By Emile Carreau, on 28 July 2011

Mahatma Gandhi, India’s greatest advocate of peace and non-violence very famously asserted that “An eye for and eye makes the whole world blind”. This maxim may no longer be adhered to by India’s criminal justice system if in the coming days Devinder Pal Singh Bhullar (photo, right) and Mahender Nath Das (left) are hanged.
The World Coalition and other international actors including the International Commission Against the Death Penalty are concerned that in executing these two men, India will break international safeguards aimed at protecting the rights of those facing the death penalty and also move away from the international trend towards the abolition of the death penalty.
In a letter to India’s Prime Minister, Manmohan Singh, the World Coalition points to the inconsistency between Bhullar’s admission into the New Delhi psychiatric facility in January 2011 and the UN Economic and Social Council recommendation that the death penalty be eliminated for “persons suffering from mental retardation or extremely limited mental competence, whether at the stage of sentence or execution.”
The letter continues, “As the world’s largest democracy, and candidate to the UN Security Council, the World Coalition encourages India to take a leadership role in moving towards abolition, with a view of joining the 104 countries in the world that have already abolished the death penalty, and at a minimum, to maintain the de facto moratorium”.

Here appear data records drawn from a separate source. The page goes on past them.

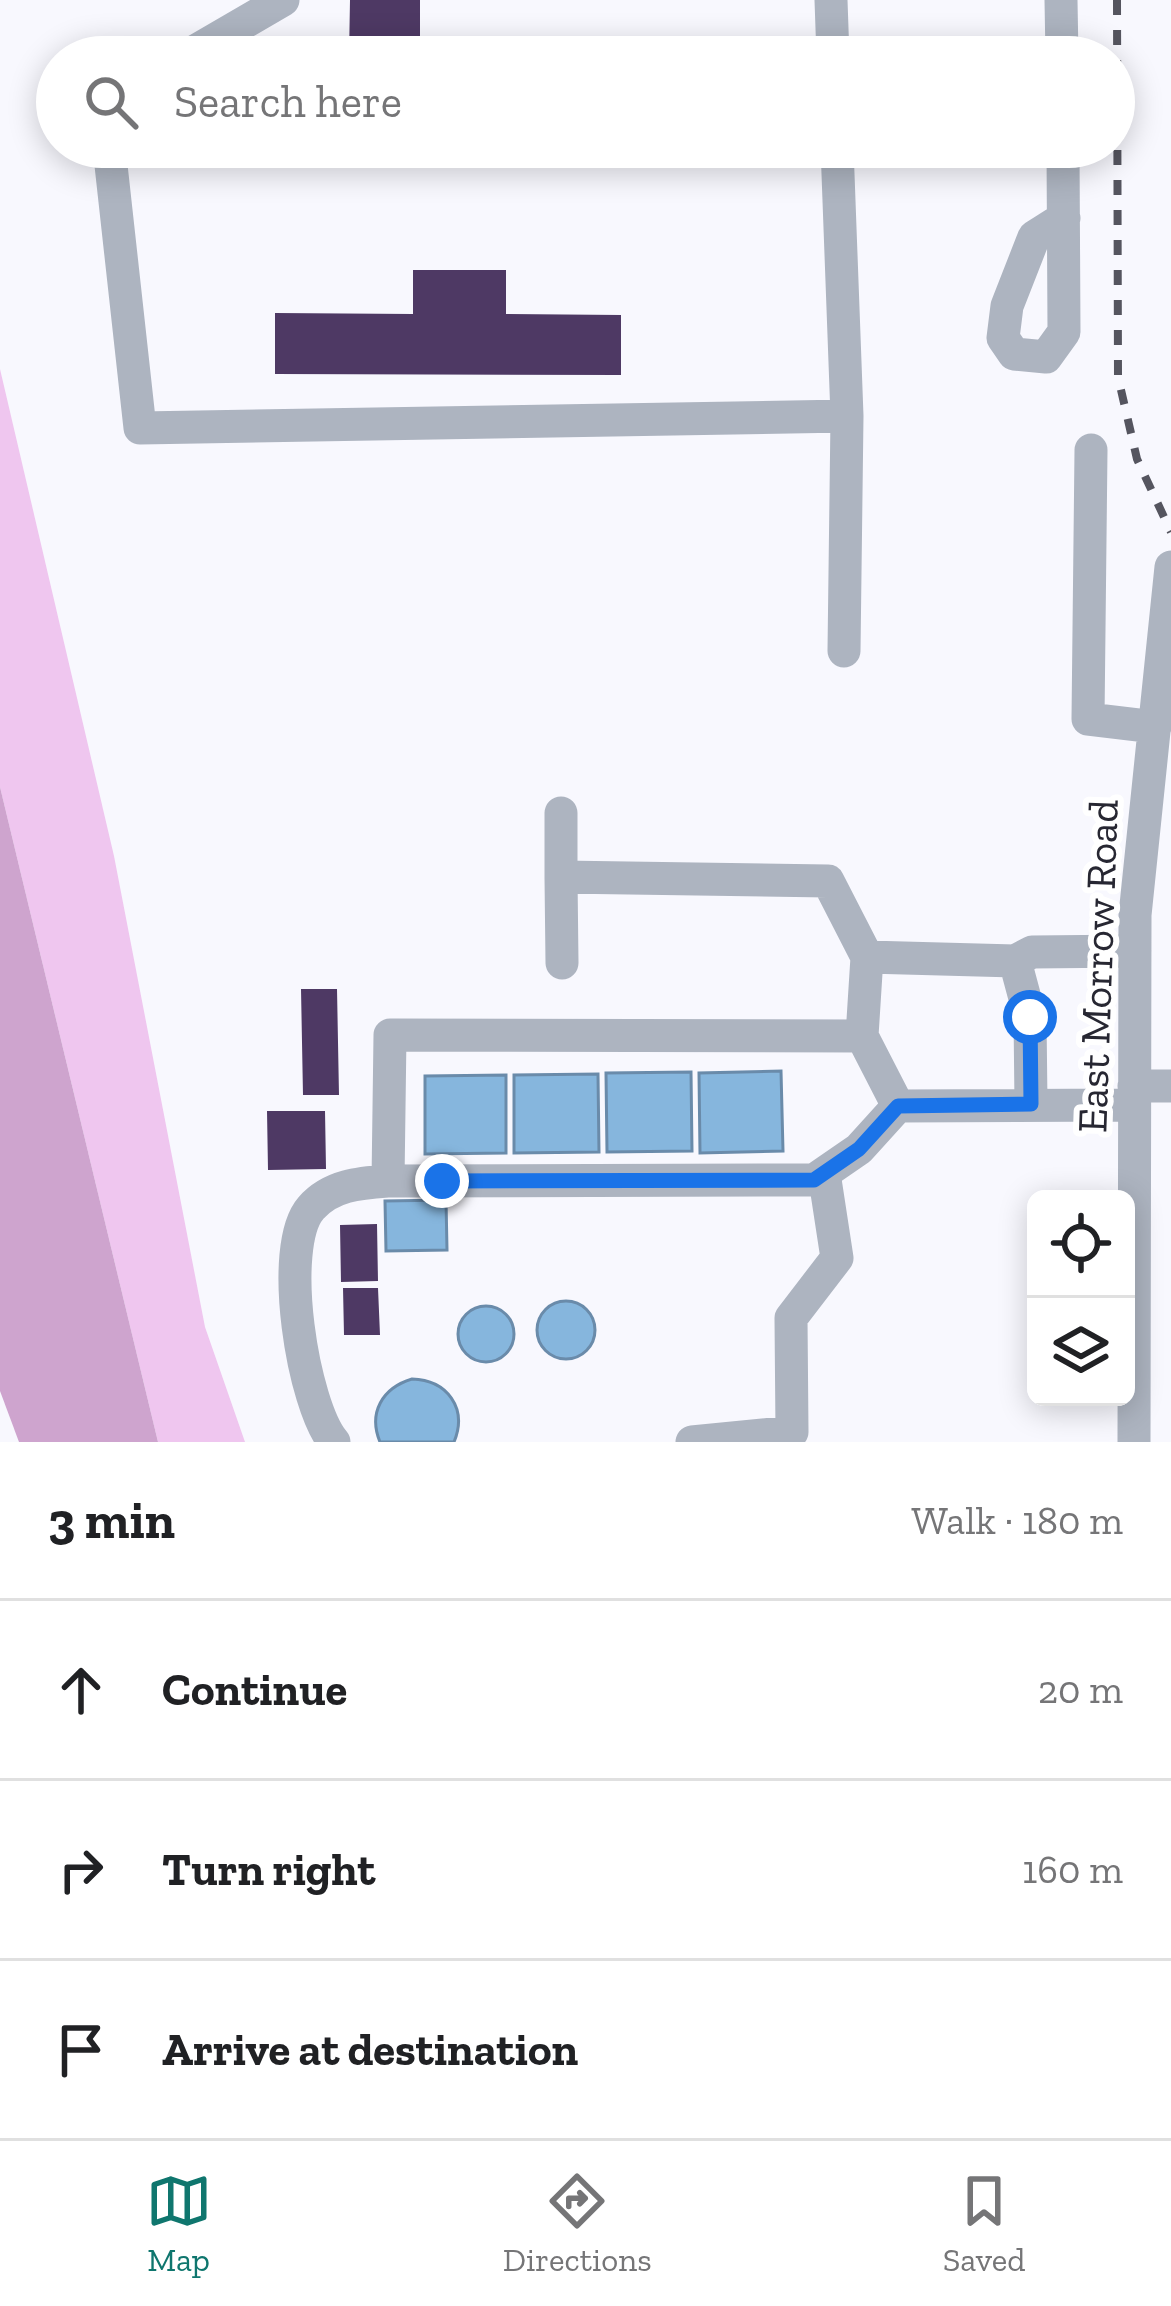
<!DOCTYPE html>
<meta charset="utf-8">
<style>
body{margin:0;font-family:"Zilla Slab",serif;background:#f6f6f6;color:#202124}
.controls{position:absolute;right:36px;bottom:36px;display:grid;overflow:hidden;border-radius:18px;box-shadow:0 6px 30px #0003}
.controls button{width:108px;height:108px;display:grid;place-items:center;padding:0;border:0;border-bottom:3px solid #e0e0e0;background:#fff;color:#202124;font:60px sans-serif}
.stop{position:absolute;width:36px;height:36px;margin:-27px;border:9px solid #1a73e8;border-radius:50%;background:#fff}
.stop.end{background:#1a73e8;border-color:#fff;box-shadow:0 3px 12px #0008}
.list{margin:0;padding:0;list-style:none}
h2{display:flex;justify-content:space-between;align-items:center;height:156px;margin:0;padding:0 48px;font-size:51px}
h2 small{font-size:39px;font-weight:400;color:#757577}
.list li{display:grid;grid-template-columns:78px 1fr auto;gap:36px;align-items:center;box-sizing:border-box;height:180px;padding:0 48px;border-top:3px solid #e0e0e0}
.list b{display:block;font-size:45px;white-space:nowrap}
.list em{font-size:39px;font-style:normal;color:#757577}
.icon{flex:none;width:66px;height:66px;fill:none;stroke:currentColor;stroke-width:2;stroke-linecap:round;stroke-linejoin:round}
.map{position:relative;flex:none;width:1171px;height:1442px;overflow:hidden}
.search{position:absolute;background:#fff;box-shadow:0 6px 30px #0003;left:36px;right:36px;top:36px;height:132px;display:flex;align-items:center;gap:30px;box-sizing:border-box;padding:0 42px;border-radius:66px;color:#757577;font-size:45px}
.sheet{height:696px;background:#fff}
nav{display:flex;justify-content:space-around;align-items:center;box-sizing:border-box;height:168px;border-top:3px solid #e0e0e0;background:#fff;font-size:33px;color:#757577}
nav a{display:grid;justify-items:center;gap:6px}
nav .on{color:#0f766e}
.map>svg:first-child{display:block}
.green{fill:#efc6ef}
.forest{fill:#cea4ce}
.water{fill:#86b6dd;stroke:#6a8baa;stroke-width:3}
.building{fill:#4e3964}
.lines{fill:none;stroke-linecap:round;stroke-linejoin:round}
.minor{stroke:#adb4c0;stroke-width:33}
.rail{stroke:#55555f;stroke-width:8;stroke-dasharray:15 15;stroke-linecap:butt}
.route{stroke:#1a73e8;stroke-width:15}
.labels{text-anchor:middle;stroke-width:12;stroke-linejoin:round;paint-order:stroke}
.street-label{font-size:42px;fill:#272732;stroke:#fff}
</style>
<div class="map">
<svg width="1171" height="1442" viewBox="0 0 1171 1442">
<rect width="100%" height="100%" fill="#f8f8fe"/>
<!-- green -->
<path class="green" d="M0 369 114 856 205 1327 245 1442H158L0 787Z"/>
<!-- forest -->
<path class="forest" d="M0 787 158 1442H19L0 1391Z"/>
<!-- water -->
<path class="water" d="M781 1071 783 1151 700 1153 699 1073Z
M691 1072 692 1151 607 1152 606 1073Z
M598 1074 599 1152 514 1153V1075Z
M506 1075V1153L425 1154V1076Z
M446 1200 447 1250 386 1251 385 1201Z
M537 1330a29 29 0 1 1 58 0a29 29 0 1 1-58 0Z
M458 1334a28 28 0 1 1 56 0a28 28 0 1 1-56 0Z
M412 1379C447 1380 468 1408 454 1442H380C368 1413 382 1388 412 1379Z"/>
<!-- building -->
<path class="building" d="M350 0H420V57H349Z
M413 270H506V314L621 315V375L275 374V313L413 314Z
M301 989H337L339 1095H303Z
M267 1111H325L326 1169 268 1170Z
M377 1224 378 1281 341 1282 340 1225Z
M343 1288H378L380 1335H344Z"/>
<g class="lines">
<!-- minor -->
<path class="minor" d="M831 0 833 57
M1061 0 1062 57
M185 57 283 0
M109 147 140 428 847 416 844 651
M837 147 847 416
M1063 147 1064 332 1046 357 1014 354 1003 338 1007 306 1034 237 1064 218
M1091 450 1088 719 1155 727
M561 813V877L828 881 867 957
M561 877 562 963
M1015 961 1032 952 1135 951
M862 1036 898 1106
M1134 1086H1171
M1031 1104 1030 1017 1015 961 867 957 862 1036 390 1035 388 1181 814 1180 859 1149 898 1106 1134 1105
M334 1442C303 1406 277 1247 311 1208 331 1185 360 1183 388 1181
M692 1442 792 1432 791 1318 837 1258 824 1173
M1134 1442 1135 915 1171 567"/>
<!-- rail -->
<path class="rail" d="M1117 0 1118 377 1137 459 1171 532"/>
</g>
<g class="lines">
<!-- route -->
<path class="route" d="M442 1181 814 1180 859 1149 898 1106 1031 1104 1030 1017"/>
</g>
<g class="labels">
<!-- street labels -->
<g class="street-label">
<text transform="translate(1097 966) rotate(-88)" y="15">East Morrow Road</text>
</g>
</g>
</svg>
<div class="controls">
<button><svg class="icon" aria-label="locate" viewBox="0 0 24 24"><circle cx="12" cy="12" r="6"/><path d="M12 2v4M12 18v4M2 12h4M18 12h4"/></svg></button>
<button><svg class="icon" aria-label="layers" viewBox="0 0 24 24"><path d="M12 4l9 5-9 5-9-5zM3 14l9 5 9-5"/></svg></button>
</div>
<div class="stop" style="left:1030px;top:1017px"></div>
<div class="stop end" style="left:442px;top:1181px"></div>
<div class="search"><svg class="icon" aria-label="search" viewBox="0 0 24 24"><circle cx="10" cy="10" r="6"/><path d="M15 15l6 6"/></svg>Search here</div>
</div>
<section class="sheet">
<h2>3 min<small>Walk · 180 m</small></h2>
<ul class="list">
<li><svg class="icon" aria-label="ahead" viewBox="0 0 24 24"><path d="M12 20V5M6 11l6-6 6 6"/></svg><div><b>Continue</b></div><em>20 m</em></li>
<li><svg class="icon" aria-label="right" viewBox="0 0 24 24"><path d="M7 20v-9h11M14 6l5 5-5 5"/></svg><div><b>Turn right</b></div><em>160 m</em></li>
<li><svg class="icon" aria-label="arrive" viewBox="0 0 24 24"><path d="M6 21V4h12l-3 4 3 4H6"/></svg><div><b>Arrive at destination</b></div></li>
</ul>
</section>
<nav>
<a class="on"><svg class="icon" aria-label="map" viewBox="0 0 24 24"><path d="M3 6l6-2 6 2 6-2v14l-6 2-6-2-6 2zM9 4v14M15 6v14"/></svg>Map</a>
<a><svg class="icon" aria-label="directions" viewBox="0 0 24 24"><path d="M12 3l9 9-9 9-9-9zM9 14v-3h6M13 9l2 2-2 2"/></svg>Directions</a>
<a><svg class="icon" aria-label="saved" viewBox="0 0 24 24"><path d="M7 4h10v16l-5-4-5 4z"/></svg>Saved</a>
</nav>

Cruel, inhuman and degrading

Courts in India have previously commuted death sentences for delayed decisions on mercy petitions. A decision on Das’s mercy petition took 11 years while Bhullar’s took 8 years. Furthermore, the Supreme Court regularly commutes death sentences in cases where there is a prolonged stay on death row as is seen as cruel, inhuman and degrading. 
World Coalition member organisations Amnesty International and Lawyers for Human Rights International (LFHRI) have mobilised to raise awareness and pressure the Indian Government and judiciary into commuting the sentences.
Sikhs for Justice, another human rights group, has appealed to United Nations Secretary General Bon Ki-Moon to ask the Government of India to commute Bhullar’s death sentence.
Navkiran Singh of LFHRI, stated from its headquarters in India: “We are making best efforts [to commute the sentences], but international pressure would make a difference”.
As we wait to see if international pressure brings relief to these men, news has come that the Bombay High Court has struck down the mandatory death penalty for drug offences, thanks largely to Harm Reduction International’s briefing on international norms for penalties for drug related offences and the Indian Harm Reduction Network’s petition which initiated the proceedings.
India has a population of 1.2 Billion people but has less than 200 people on death row and the last person executed was in 2004.